Screen idol Elizabeth Taylor was at the peak of her legendary beauty in her mid 30s, yet if she’d had access to anti-wrinkle injections in her early 20s, she may never have reached her potential, medical experts say.
What was originally intended as an anti-ageing treatment for men and women with moderate to severe frown lines, anti-wrinkle injections are now increasingly sought after by wrinkle-free 20-somethings – even teens – as a “preventative”.
British experts are not only questioning where the evidence is to support this trend but whether it can actually make younger users look older than their years.

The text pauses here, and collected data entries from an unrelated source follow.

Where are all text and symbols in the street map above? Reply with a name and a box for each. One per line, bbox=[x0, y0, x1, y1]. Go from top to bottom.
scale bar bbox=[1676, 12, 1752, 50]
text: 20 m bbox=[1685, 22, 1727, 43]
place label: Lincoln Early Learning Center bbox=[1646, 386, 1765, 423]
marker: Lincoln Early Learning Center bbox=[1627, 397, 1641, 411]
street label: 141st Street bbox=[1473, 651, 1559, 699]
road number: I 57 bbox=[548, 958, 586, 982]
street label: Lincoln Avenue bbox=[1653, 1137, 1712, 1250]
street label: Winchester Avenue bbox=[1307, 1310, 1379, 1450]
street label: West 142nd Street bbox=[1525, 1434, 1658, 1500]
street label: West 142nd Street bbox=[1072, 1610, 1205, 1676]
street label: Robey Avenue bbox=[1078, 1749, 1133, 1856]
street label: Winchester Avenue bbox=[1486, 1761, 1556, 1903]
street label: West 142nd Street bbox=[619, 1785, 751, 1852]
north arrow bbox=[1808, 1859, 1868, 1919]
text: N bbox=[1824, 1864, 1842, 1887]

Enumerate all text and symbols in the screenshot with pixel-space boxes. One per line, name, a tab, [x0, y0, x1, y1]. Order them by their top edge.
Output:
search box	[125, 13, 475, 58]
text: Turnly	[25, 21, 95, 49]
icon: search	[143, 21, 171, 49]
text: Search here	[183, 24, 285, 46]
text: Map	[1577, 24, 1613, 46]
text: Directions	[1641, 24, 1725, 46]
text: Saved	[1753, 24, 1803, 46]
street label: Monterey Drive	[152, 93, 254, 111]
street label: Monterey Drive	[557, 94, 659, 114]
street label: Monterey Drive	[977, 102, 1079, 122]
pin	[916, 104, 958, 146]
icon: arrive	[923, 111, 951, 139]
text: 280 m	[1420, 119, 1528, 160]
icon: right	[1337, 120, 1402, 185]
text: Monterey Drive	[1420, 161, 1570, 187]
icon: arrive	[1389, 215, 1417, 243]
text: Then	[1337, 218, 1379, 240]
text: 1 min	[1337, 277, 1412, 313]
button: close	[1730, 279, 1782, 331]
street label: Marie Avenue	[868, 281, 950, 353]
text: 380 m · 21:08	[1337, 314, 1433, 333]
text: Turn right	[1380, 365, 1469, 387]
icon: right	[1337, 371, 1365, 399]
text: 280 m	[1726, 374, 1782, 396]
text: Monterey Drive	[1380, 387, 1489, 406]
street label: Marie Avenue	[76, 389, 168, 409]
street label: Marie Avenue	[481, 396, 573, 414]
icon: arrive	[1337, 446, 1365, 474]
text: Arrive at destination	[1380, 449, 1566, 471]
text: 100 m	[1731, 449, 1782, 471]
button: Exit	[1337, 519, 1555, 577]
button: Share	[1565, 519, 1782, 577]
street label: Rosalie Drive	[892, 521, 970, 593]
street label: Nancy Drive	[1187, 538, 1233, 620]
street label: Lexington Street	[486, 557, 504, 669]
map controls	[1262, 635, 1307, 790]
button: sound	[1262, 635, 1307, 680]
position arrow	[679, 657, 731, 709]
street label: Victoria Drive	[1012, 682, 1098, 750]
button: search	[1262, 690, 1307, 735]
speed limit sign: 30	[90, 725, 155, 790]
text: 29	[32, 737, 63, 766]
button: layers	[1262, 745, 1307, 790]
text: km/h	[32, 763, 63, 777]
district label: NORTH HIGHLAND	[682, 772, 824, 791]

Dr Darren McKeown, a cosmetic physician with clinics in London and Glasgow, says that having anti-wrinkle injections to inhibit facial expressions that may one day contribute to wrinkles is completely different from treating actual wrinkles.
‘While hyper-expression may eventually lead to wrinkles, forfeiting normal facial expression at such a young age in the hope it may stave off wrinkles in later life is surely a sacrifice too far,’ Dr McKeown says.
`Also, starting anti-wrinkle treatments at an early age ultimately could do more harm to your looks than good.’
He explains that the face is an ever-evolving structure and that long-term overuse can lead to atrophy [slackening] of the muscles. In younger women, the effects of this can be quite significant.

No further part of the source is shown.